Activity :: In the entries that follow, find every line containing "rule" and copy it.

======== Given information ========

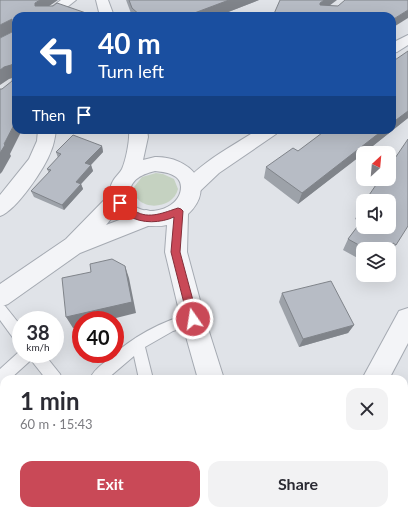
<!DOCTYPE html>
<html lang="en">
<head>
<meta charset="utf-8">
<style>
	body { margin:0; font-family:Lato,sans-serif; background:#f2f2f3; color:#2b2b33; height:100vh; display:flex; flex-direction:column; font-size:15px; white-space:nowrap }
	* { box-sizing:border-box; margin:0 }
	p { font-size:13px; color:#7c7c81 }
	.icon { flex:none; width:22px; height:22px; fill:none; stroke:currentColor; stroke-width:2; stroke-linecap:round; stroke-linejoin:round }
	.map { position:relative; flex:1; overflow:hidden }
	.panel { position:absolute; left:0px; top:375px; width:408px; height:140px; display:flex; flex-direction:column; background:#fff; border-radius:12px 12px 0 0; box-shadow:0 4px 16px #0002 }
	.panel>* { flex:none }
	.guide { position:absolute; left:12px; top:12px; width:384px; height:122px; border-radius:12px; box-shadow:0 4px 16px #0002; background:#1a4fa0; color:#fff; overflow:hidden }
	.needle { width:26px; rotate:26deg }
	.fabs { position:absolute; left:356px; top:146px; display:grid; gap:8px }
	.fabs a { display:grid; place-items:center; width:40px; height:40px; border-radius:8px; background:#fff; box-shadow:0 4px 16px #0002; font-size:20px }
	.speed { position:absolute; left:12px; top:311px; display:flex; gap:8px; font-size:20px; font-weight:700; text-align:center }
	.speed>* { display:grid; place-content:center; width:52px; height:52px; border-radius:50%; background:#fff; box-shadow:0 4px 16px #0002; line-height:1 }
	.speed small { font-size:10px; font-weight:400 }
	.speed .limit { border:6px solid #d22; background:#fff; color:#111 }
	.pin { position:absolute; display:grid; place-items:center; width:34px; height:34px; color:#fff; margin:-17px; border-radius:8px; box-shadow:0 2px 6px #0006 }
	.me { position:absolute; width:44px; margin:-22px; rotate:347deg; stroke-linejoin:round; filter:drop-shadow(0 0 3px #0008) }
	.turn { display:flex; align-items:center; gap:14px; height:84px; padding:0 20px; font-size:18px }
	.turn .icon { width:52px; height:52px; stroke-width:2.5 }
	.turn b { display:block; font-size:28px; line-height:34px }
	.then { display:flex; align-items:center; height:38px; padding:0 20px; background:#0003; gap:8px; font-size:15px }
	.round { display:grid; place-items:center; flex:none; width:42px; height:42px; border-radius:12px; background:#f2f2f3 }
	.head { display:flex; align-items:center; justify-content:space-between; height:68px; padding:0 20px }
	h1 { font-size:24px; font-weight:700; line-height:30px }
	.primary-button { display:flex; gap:8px; margin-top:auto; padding:8px 20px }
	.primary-button a { flex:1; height:46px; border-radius:12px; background:#c94957; color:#fff; font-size:16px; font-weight:700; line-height:46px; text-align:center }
	.primary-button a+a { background:#f2f2f3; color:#2b2b33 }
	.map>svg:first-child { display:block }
	.green { fill:#c5d2c1 }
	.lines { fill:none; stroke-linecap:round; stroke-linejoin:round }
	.service-casing { stroke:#a5aab2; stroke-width:2 }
	.minor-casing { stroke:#a5aab2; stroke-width:2 }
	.tertiary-casing { stroke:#a5aab2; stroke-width:2 }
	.service { fill:#f3f4f7; fill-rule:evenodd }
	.minor { fill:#f3f4f7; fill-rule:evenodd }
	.tertiary { fill:#f3f4f7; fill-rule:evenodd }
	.wall { fill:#9da2a9 }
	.shaded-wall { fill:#80848a }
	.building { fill:#b7bcc5; stroke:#80848a }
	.route { fill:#c94957; stroke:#832f39 }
</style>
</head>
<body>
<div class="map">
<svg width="408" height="515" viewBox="0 0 408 515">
	<rect width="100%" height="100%" fill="#e0e3e8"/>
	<path class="green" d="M156,173l7,1 11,5 4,10c-5,22 -45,23 -44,-2l8,-10z"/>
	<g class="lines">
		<defs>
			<g id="service">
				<path d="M0,304l5,2 16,20v17l-5,-1 -16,-22z"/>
				<path d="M193,313l5,2 2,4 -2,4 -25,8 -28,16 8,32h-14l-5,-23 -27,23h-17c3,-8 10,-13 16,-18 25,-23 54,-40 87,-48z"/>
				<path d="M21,350v4h23l16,20 2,5h-16l-15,-19 -21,19h-6v5l-4,1v-16z"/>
				<path d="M4,462v18l-4,2v-18z"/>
				<path d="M60,511h18l-1,4h-18z"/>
				<path d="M164,511h18l-1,4h-18z"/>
			</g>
			<g id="minor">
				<path d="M61,0h15l-20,16h-16z"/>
				<path d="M408,35v10l-11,7 -5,1v-10z"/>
				<path d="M38,130h18c-1,7 -2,14 -5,21 -6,17 -35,60 -51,65v-21l29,-36 8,-18z"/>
				<path d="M257,130h22l-3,4 -57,39 -20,19 -7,2 -7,-2 -3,-5c13,-22 54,-43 75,-57z"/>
				<path d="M118,190l7,3 3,5 -22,27 40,-15 7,2 3,6 -3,6 -73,29 -72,51 -8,3v-23l66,-45 45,-46z"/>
				<path d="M408,308v35l-19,36h-27l37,-68z"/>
				<path d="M284,511h31l-1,4h-32z"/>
			</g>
			<g id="tertiary">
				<path d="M96,0h12l6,16h-14z"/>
				<path d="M129,130h18l1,7 -5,23c4,-1 8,-2 12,-3 34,-1 63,29 33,57l-1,38 18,67 19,60h-26l-17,-60 -16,-67 2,-27c-12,3 -25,0 -36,-3 -19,-6 -27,-24 -18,-41 2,-4 7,-8 9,-12 4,-9 8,-29 7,-39zM155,171c10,1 26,3 26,16 0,24 -41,33 -52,13 -1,-19 10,-25 26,-29z"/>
				<path d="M233,511h30l2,4h-32z"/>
			</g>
		</defs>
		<use href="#service" class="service-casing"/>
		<use href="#minor" class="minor-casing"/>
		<use href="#tertiary" class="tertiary-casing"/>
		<use href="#service" class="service"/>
		<use href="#minor" class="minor"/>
		<use href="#tertiary" class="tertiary"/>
	</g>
	<g class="wall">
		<path d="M126,0h133l-41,16h-86z"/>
		<path d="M408,51v67l-44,35h-1l-65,51 -34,-26 2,-11 32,-16 94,-21z"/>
		<path d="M102,146l1,6 -12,13 2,6 -12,13 2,5 -19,21 -30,-13 -3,-6 18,-18 -2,-4 11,-11 -2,-6z"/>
		<path d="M363,204v23l33,18 -7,10v-6h-26v12l-20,-11 5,-11 13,-17 -6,-3z"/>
		<path d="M282,293l72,32 -6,8 -49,14 -20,-45z"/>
		<path d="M408,384v97l-2,-2 -2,3v-89z"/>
	</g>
	<g class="shaded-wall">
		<path d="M40,0h18l-13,9 -10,-3v-3z"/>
		<path d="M229,0h30l-41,16h-29v-1z"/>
		<path d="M324,0h13l-20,15 3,-12z"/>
		<path d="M408,10v8l-16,10v-8z"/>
		<path d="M86,13l1,3h-5z"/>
		<path d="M12,19l4,11 -16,8v-13z"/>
		<path d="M16,62v15l-7,2 -9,6v-15l4,-3z"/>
		<path d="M408,111v7l-44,35h-1v1l-65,50 4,-11 81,-63h9v-7z"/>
		<path d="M16,121v9h6l-12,24 1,2 -9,16 -2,2v-21l4,-9z"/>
		<path d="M102,146l1,6 -16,17 -2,-6z"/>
		<path d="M91,165l2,6 -12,13 2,5 -19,21 -2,-5 14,-23z"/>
		<path d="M125,266l4,12 7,35 -28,7h-27v7l-8,1 -7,-11z"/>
		<path d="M354,325l-6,8 -49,14 4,-8z"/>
	</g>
	<g class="building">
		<path d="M0,0h40l-5,3v3h18l4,-3 29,10 -4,3h-66v46l-5,3 -7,2 -4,3v-32l12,-6v-13l-12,6z"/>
		<path d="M129,0h100l-40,15 1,1h-49l-9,-8z"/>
		<path d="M280,0h44l-4,3v2l18,1 7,-6h63v10l-16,10v-4h-119z"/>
		<path d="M408,51v60l-16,12v-61z"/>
		<path d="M16,73v48l-12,23 1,1 -5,8v-64h2l10,-8 1,-7z"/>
		<path d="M326,130h57l-81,63 -36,-26 27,-19 5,3z"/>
		<path d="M73,135l29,11 -17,17 6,2 -15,17 5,2 -19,21 -31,-14 20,-21 -4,-1 14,-15 -5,-2z"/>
		<path d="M408,139v87l-12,19 -3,-2 -4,6h-23l-18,-10 15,-20v8h26v-26h-24l15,-22h9v-12z"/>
		<path d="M363,204v5l-2,-2z"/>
		<path d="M112,259l13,7 7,36 -66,15 -4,-39 29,-6 -1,-8z"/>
		<path d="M331,281l23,44 -51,14 -21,-46z"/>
		<path d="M408,399v76l-4,7v-73z"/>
	</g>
	<path class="route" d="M120,200c7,2 10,8 15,11 14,9 30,1 43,-3l3,1 2,2 -3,41 18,67 -2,3 -3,2 -4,-2 -1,-3 -17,-67 3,-35c-13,6 -32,7 -45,-1 -4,-2 -8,-7 -12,-11l-1,-2z"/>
</svg>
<div class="fabs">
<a><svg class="needle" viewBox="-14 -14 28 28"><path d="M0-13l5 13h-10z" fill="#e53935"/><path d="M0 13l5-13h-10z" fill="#7c7c81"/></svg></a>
<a><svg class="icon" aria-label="sound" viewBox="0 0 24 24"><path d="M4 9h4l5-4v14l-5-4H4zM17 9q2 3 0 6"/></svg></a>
<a><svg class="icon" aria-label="layers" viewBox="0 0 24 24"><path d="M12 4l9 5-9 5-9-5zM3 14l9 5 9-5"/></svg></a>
</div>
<div class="speed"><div>38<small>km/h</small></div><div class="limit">40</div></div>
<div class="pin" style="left:120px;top:203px;background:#d93025"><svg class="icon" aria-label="arrive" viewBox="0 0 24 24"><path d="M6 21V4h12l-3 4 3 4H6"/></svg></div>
<svg class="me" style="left:193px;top:319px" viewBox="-20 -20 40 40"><circle r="17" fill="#c94957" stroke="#fff" stroke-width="3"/><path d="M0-11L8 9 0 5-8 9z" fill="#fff"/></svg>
<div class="guide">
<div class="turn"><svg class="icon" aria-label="left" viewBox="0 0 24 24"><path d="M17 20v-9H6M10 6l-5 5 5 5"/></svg><div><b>40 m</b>Turn left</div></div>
<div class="then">Then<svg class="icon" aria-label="arrive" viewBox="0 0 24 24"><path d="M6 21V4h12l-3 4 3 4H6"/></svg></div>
</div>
<section class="panel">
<div class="head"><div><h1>1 min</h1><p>60 m · 15:43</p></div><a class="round"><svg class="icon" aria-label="close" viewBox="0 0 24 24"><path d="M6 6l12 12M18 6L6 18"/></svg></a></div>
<div class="primary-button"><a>Exit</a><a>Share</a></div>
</section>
</div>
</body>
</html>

========

Task result ::
	.service { fill:#f3f4f7; fill-rule:evenodd }
	.minor { fill:#f3f4f7; fill-rule:evenodd }
	.tertiary { fill:#f3f4f7; fill-rule:evenodd }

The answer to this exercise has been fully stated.